I've been thinking about possessions recently. Not just material things, but also the memories and feelings with which we endow objects.
I hold onto memories the way a child grasps a blanket until it is soggy and filthy from having been dragged on the floor. I still wake up, gasping for air, at romantic blunders I made in my adolescence. In fact, I try to will those tortures away using every meditative and hokum purgative technique I can muster. But those nasties refuse to be vanquished. They maintain their rightful place beside triumphs, first kisses, and cds.
What is value? I value certain attributes of myself, of my personality. Surely, that is mere self-esteem. (I don't think I'm a narcissist...) I also value my relationships with my husband and daughter--those are not possessions; they require reciprocity. Were they,they would be stagnant and lifeless. So how then, can I use the same word 'value' to describe the way I feel about purchasing a hoodie for half-off or a deal I got one time when some meat was under-priced. (Still feel a tad guilty about that one, to be honest.)

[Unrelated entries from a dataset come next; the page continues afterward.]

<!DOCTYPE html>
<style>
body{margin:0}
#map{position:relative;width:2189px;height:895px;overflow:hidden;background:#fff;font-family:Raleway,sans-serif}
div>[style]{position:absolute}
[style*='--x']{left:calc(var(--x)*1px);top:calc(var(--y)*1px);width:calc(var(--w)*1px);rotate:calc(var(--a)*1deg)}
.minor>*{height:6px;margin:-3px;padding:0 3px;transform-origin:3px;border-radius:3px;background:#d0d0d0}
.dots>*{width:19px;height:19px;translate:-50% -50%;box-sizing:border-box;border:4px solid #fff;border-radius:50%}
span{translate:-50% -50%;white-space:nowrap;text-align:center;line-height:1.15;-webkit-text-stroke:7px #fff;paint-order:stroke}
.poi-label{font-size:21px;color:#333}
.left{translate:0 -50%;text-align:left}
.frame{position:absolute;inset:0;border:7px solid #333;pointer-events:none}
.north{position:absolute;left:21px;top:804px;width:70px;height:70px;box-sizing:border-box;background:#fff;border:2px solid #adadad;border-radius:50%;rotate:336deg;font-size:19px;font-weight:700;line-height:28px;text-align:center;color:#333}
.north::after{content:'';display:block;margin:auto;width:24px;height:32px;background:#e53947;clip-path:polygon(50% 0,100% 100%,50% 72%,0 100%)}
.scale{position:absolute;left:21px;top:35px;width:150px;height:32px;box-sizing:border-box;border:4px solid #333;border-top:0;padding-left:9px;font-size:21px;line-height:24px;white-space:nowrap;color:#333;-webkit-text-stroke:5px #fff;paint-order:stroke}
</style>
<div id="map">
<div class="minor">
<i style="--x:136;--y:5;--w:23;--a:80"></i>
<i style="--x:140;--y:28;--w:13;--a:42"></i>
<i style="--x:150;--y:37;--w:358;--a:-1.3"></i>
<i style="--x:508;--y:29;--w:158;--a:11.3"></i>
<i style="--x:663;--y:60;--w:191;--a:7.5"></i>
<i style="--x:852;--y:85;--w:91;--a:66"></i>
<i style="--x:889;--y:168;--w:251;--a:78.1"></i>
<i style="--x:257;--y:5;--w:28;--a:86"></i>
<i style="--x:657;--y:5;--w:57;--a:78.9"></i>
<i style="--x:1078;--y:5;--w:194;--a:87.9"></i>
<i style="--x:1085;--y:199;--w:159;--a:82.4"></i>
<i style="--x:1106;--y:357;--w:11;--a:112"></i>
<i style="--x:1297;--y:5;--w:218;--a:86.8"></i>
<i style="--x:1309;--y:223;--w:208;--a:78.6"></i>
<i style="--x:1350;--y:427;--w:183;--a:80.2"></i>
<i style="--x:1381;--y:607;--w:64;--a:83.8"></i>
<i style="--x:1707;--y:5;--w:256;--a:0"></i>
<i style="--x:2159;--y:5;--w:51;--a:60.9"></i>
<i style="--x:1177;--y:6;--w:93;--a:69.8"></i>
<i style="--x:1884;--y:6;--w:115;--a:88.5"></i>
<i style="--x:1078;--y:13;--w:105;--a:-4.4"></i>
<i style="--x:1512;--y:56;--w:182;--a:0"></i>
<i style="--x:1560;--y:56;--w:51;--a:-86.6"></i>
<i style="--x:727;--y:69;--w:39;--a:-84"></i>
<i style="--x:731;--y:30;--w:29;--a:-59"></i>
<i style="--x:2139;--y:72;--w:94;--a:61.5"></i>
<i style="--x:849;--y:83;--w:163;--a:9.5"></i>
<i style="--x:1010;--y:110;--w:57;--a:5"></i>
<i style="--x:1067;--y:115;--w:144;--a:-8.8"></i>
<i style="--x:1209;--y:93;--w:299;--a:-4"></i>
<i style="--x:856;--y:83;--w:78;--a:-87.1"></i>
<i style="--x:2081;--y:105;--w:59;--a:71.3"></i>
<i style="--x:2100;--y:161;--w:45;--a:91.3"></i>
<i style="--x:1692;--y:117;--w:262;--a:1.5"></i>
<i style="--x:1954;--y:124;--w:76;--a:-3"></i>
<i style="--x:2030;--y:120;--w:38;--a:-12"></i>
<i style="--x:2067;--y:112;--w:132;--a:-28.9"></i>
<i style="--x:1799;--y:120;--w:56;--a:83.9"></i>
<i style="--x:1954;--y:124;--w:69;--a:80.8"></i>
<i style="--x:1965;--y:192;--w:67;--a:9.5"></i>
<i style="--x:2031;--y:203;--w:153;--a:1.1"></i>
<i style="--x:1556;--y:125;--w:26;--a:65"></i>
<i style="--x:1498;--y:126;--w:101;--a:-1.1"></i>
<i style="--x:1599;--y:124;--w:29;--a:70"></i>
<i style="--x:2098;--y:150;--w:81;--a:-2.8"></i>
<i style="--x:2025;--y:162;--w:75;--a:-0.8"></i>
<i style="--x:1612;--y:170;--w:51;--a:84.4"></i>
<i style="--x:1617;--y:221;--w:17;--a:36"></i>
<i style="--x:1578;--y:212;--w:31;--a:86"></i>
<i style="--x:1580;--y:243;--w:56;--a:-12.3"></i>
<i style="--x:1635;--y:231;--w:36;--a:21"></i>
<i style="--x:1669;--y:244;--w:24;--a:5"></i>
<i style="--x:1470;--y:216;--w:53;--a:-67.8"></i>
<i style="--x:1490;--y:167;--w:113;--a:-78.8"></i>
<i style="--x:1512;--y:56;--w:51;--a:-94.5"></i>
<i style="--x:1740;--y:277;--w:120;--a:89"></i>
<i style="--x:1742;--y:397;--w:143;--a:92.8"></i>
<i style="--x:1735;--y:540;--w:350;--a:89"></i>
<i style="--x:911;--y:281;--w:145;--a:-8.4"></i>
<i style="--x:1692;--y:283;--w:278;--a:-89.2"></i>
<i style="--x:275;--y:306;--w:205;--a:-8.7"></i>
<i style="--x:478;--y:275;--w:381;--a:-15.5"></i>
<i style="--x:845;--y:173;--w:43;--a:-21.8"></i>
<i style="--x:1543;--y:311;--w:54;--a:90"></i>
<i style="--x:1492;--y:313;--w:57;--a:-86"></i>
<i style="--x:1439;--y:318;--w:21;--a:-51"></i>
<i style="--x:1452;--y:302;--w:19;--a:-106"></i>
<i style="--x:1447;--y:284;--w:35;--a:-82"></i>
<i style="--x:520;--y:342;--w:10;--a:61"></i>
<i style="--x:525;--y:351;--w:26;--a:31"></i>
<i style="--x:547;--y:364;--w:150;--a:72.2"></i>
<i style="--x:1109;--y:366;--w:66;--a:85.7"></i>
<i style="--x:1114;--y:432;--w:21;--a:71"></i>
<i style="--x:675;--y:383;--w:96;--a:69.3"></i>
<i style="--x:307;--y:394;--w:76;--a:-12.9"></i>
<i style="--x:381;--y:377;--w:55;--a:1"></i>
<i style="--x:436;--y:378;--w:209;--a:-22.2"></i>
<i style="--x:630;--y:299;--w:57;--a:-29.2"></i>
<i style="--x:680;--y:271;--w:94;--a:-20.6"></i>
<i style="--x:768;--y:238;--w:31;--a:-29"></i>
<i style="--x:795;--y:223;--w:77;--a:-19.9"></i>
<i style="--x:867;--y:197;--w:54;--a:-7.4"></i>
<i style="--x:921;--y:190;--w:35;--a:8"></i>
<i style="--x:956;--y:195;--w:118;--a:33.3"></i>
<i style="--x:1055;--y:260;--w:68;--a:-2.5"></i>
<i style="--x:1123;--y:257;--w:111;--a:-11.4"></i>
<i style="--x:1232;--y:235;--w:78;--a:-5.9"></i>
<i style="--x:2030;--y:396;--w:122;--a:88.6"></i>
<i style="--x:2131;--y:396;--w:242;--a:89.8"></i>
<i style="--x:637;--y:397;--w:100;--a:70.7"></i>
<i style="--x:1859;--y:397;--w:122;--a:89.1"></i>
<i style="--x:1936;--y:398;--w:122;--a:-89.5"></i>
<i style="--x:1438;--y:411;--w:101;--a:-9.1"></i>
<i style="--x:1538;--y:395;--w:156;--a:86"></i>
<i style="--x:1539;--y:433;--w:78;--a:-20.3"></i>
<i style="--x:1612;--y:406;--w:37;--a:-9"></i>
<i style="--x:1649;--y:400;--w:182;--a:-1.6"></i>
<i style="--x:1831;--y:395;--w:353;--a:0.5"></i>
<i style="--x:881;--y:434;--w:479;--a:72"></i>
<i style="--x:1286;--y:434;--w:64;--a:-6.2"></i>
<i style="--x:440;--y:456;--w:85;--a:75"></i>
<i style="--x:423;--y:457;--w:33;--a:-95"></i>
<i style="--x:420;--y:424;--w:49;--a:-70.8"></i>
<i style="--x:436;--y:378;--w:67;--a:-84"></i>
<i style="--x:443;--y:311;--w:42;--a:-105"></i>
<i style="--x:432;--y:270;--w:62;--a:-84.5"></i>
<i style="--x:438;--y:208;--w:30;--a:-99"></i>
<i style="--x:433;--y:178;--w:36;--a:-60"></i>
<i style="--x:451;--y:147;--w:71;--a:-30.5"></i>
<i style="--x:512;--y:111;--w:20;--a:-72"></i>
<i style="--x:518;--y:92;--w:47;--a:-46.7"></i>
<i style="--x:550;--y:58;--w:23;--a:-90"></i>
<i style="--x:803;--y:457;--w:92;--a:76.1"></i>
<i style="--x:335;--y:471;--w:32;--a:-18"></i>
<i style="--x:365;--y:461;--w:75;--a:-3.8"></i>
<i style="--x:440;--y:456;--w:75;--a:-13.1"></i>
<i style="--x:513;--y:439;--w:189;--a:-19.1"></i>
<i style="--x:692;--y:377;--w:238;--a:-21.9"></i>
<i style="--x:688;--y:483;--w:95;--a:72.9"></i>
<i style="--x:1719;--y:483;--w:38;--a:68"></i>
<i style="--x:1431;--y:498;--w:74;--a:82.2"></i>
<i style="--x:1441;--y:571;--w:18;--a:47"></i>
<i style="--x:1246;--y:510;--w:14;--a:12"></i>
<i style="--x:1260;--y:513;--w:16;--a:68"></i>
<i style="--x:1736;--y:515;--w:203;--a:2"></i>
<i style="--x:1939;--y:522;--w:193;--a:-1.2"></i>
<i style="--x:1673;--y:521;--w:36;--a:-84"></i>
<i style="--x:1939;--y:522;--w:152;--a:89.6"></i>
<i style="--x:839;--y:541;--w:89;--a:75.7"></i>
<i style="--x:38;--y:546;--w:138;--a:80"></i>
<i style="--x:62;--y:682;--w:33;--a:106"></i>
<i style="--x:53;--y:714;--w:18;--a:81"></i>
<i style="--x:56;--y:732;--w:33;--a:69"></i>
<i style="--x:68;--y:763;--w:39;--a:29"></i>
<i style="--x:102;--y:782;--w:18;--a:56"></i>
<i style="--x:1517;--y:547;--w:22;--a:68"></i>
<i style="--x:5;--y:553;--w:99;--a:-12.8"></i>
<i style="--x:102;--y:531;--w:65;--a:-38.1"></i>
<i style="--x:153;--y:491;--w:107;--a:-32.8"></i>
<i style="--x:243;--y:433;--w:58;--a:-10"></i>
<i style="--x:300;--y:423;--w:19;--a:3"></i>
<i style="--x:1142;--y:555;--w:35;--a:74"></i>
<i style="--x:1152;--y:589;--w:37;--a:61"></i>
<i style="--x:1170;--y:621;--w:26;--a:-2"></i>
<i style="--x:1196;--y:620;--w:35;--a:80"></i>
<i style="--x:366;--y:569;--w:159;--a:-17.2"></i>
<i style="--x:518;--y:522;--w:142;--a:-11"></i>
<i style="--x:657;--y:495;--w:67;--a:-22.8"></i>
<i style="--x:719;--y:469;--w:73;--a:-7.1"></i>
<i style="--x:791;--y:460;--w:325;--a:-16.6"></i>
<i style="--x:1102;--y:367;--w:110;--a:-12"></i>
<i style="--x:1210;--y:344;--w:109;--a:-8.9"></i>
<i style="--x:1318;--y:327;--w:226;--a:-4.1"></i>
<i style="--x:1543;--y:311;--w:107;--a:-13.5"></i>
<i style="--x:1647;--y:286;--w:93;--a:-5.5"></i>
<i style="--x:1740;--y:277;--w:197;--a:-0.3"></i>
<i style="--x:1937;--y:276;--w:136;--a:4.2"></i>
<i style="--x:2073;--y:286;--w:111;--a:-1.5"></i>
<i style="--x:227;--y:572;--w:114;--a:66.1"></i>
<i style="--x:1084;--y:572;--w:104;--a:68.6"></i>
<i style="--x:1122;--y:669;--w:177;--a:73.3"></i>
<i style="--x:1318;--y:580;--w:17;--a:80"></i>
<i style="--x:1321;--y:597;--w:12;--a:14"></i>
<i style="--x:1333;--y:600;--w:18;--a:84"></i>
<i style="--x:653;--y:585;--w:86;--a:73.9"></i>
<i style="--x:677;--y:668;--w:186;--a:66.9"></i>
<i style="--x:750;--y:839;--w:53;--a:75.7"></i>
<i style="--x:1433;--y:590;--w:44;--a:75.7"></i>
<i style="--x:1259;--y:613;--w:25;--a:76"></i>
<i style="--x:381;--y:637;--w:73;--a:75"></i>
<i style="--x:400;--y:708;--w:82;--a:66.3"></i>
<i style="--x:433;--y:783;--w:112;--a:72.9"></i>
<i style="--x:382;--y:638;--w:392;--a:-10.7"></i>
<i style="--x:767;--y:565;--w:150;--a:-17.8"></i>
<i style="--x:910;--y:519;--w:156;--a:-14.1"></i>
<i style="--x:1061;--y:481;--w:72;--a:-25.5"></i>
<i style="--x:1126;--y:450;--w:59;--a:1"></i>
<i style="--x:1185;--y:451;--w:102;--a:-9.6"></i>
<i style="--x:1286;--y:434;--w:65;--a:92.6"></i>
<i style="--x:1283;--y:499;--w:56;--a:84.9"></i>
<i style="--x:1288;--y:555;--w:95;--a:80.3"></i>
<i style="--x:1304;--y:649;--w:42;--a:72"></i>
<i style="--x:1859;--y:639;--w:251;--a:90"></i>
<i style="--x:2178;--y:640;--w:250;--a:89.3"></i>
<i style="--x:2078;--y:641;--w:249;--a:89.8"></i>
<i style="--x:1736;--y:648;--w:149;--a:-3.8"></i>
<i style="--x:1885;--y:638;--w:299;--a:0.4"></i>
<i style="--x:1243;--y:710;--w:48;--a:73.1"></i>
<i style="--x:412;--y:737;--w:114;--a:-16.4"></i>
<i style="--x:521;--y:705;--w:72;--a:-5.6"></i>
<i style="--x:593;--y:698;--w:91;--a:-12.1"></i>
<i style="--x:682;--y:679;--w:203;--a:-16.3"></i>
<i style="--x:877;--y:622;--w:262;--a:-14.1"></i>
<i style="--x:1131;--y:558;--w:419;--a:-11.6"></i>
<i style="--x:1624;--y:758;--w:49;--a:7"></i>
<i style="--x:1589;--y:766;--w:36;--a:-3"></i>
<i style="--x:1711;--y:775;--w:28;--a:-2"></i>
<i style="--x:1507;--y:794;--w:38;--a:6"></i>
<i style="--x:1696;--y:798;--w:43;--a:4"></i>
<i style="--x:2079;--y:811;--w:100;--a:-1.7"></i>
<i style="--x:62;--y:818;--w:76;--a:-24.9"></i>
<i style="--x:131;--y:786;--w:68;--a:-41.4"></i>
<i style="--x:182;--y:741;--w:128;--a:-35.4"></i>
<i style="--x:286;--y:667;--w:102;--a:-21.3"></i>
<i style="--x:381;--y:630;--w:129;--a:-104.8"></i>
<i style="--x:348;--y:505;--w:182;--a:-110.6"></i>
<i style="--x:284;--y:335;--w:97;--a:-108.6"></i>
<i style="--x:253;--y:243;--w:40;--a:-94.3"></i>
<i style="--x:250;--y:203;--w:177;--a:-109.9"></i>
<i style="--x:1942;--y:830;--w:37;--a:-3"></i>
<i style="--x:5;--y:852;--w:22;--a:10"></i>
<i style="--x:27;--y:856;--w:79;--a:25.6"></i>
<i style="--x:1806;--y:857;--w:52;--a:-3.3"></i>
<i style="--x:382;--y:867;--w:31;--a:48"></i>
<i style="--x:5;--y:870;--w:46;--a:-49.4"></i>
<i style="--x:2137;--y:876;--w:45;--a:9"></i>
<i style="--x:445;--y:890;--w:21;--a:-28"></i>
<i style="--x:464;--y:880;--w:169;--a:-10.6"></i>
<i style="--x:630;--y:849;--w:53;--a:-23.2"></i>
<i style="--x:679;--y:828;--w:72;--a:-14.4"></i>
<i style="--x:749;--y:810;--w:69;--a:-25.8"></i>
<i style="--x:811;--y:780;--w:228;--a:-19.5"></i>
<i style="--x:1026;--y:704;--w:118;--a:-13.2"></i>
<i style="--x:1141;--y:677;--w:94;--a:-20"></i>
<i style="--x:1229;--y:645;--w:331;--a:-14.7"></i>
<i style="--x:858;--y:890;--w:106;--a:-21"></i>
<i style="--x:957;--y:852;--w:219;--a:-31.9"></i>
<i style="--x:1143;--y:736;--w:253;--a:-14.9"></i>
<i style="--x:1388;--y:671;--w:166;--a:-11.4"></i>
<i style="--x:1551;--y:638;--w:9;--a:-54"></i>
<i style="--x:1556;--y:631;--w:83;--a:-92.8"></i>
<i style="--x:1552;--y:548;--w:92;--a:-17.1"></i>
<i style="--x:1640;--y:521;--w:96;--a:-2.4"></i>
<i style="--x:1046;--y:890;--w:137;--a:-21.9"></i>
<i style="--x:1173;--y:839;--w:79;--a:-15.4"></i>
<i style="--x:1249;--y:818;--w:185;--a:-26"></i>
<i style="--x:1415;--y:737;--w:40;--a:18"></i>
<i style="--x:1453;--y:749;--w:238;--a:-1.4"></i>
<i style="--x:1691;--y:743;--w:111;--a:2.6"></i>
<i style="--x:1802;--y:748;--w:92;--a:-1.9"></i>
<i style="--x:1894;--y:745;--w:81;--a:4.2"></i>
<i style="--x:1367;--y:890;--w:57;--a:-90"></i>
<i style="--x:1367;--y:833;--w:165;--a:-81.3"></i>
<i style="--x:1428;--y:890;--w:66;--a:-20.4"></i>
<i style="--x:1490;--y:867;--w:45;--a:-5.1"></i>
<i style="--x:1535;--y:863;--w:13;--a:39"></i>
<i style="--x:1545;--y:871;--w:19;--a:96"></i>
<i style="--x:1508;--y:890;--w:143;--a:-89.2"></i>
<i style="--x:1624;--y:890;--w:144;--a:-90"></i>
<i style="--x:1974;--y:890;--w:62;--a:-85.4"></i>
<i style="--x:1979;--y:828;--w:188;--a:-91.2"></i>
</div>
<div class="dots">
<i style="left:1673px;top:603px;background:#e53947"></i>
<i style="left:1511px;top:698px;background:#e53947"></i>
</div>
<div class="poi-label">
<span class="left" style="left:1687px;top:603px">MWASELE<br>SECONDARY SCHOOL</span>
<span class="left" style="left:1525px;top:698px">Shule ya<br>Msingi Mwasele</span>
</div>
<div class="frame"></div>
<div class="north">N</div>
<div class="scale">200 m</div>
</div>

Sometimes applying value to an object can be detrimental. Any Buddhist monk will tell you the same. We hold on beyond the usefulness of a memory. Valued possessions are only worthwhile as long as you continue to move forward. When you are bound, it's over. My body has taught me this with years of chronic aches and pains that I can isolate and connect back to particular incidents.
I am posting this message, incomplete. These were the thoughts I was having days before my parent died. I was unable to finish this draft and have decided to let it hang, still, in the ether.